Addis-Abeba.Le 39ᵉ sommet de l’Union africaine (UA) s’est achevé dimanche sur une ligne politique assumée : fermeté doctrinale contre les changements anticonstitutionnels, mais maintien d’un dialogue opérationnel avec les régimes de transition, en particulier au Sahel. Une posture d’équilibre qui traduit les contradictions d’une organisation confrontée à une multiplication des crises sécuritaires et institutionnelles.

Ligne rouge constitutionnelle

« Aucune tolérance pour les changements de pouvoir anticonstitutionnels. » Le message, martelé par le président de la Commission, Mahmoud Ali Youssouf, vise à réaffirmer la norme fondatrice de l’organisation.

La déclaration intervient alors que plusieurs dirigeants issus de putschs ou de transitions militaires ont pris part au sommet, notamment le général guinéen Mamadi Doumbouya et le général gabonais Brice Clotaire Oligui Nguema.

L’Union africaine maintient donc sa doctrine sans aller jusqu’à la rupture diplomatique. Une stratégie de pression graduelle plutôt qu’un isolement frontal.

Sahel : pragmatisme sécuritaire

Sur le dossier sahélien, l’organisation privilégie une approche opérationnelle. Les États membres de l’Alliance des États du Sahel (AES) – Mali, Niger, Burkina Faso – restent suspendus de certaines instances, mais le canal politique demeure ouvert.

Le nouveau président en exercice de l’UA, Évariste Ndayishimiye, déjà chargé du dossier sahélien depuis 2025, a insisté sur la nécessité de « solidarités régionales » face à la progression des groupes jihadistes, qualifiée par Mahmoud Ali Youssouf de « plus gros problème » du continent.

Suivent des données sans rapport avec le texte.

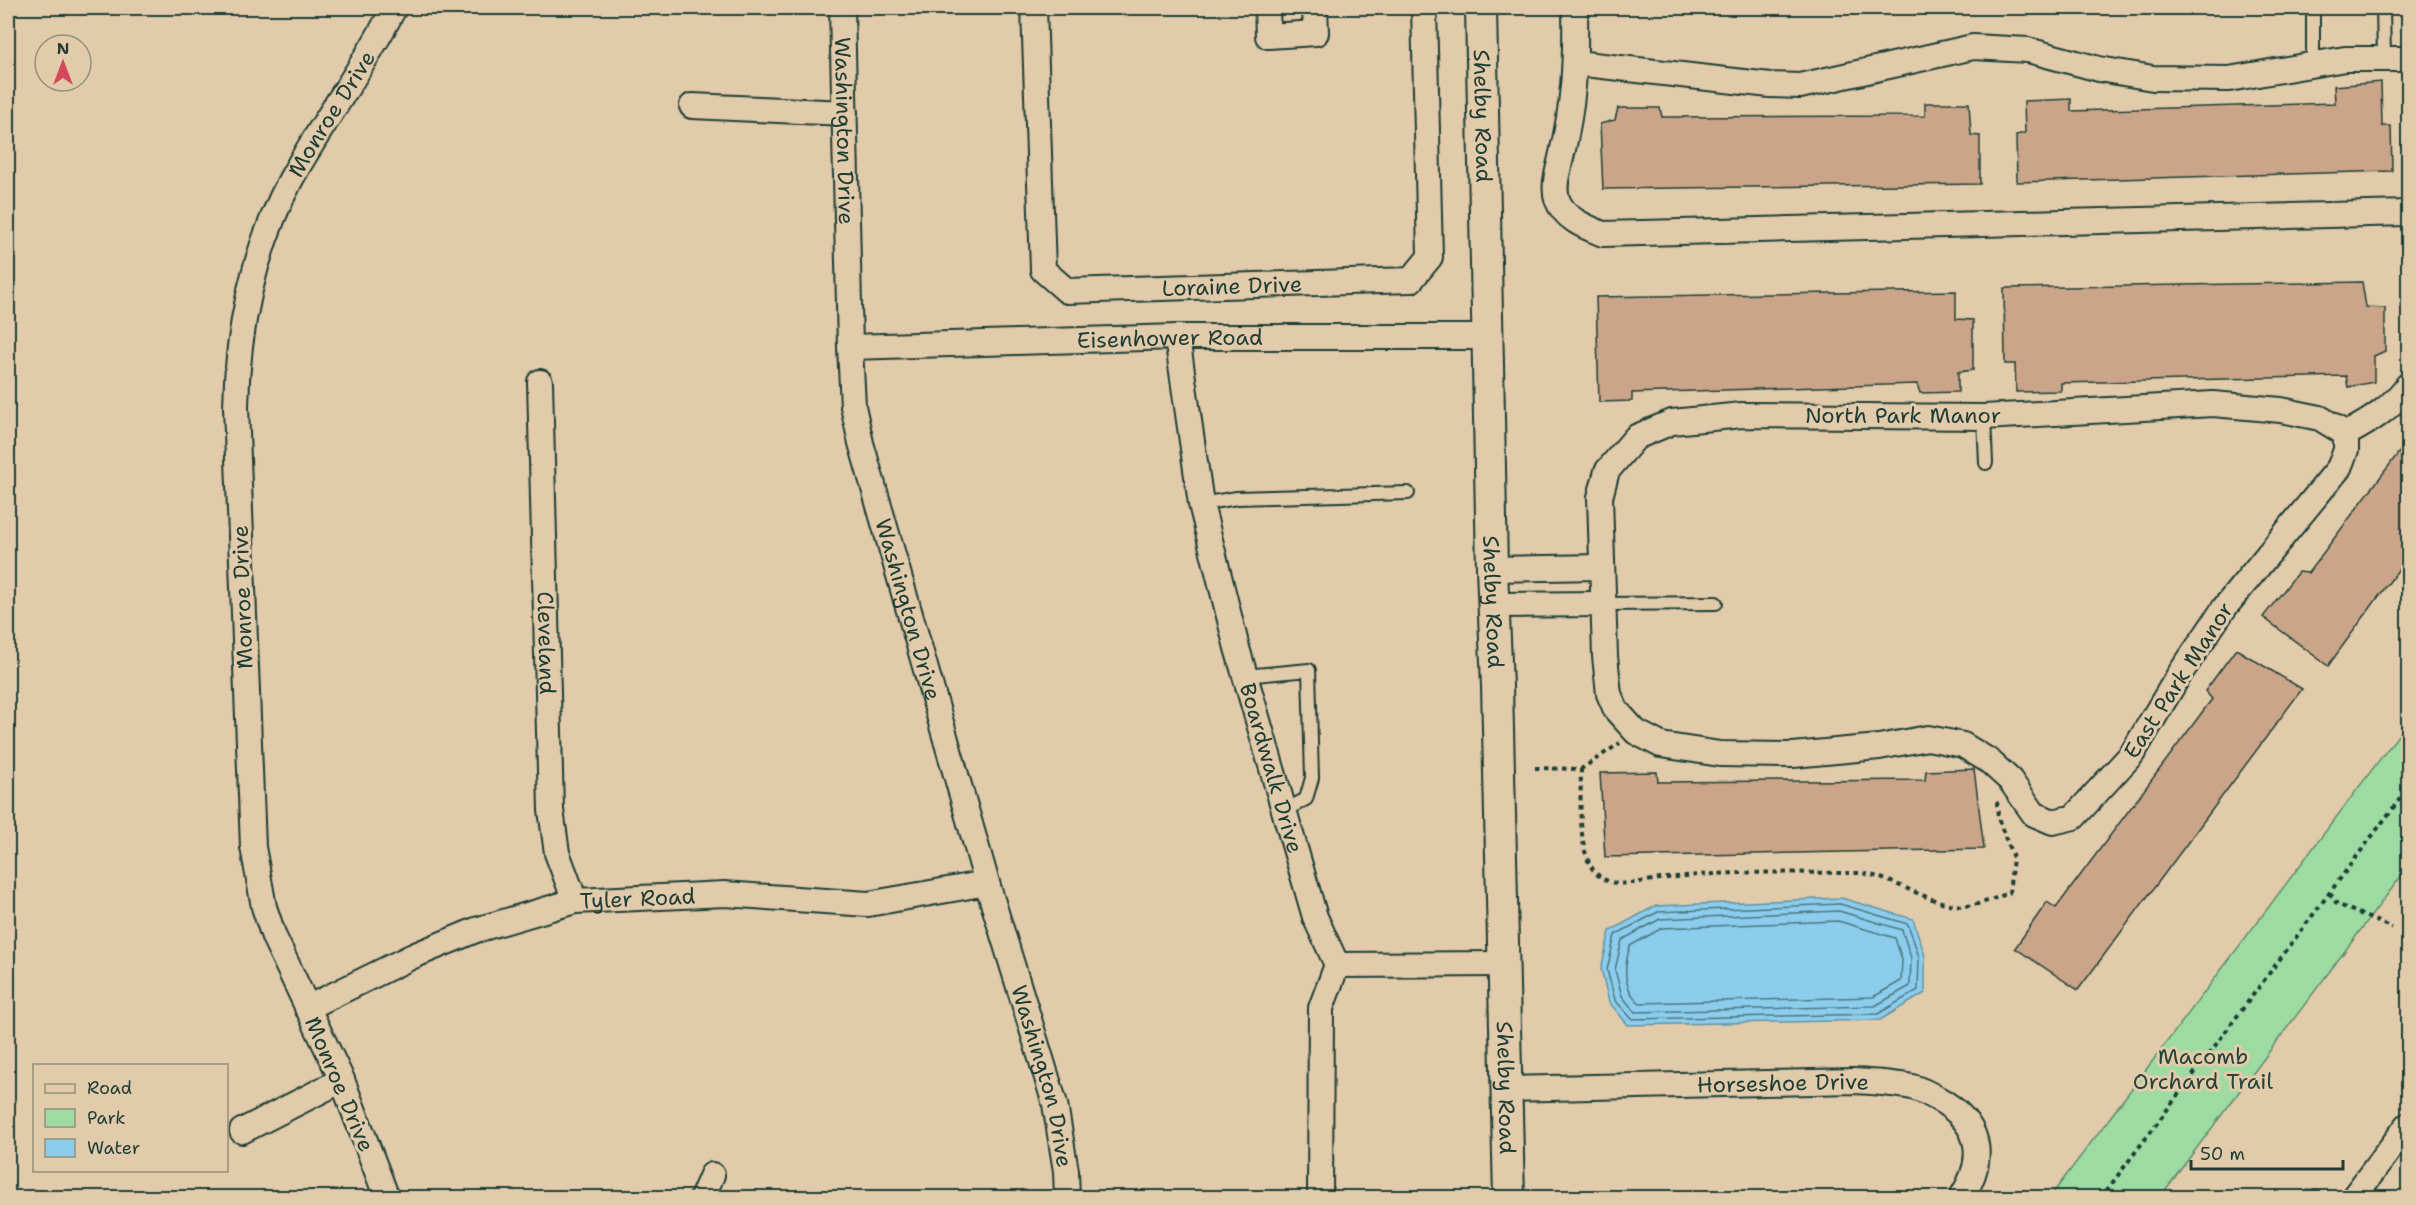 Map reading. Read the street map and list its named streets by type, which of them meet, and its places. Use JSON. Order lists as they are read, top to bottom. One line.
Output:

Une « plateforme commune » réunissant dix-huit pays sur les questions de sécurité devrait être annoncée dans les prochaines semaines. En parallèle, les chefs d’état-major de la CEDEAO se réuniront à Freetown pour préciser le rôle de la force régionale en attente. L’objectif est clair : éviter une fragmentation totale de l’architecture sécuritaire ouest-africaine.

« Faire taire les armes » : ambition et limites

L’UA réaffirme son engagement à « faire taire les armes », slogan institutionnel devenu leitmotiv diplomatique. Pourtant, le sommet n’a pas donné lieu à des annonces structurantes sur certains conflits majeurs.

Le Soudan, plongé dans une guerre prolongée, n’a pas été explicitement évoqué par la présidence tournante lors des conclusions officielles. Le département Paix et Sécurité a évoqué la nécessité d’un accès humanitaire constant et d’une coordination internationale renforcée, sans calendrier politique précis.

Cette prudence alimente les critiques récurrentes visant le Conseil de paix et de sécurité, accusé d’un déficit d’impact face à l’intensification des crises.

RDC : volonté de piloter la médiation

Sur la guerre à l’est de la République démocratique du Congo, Évariste Ndayishimiye a rappelé la nécessité d’appliquer les accords de Washington et plaidé pour une force d’interposition accompagnée d’un processus de désarmement et démobilisation.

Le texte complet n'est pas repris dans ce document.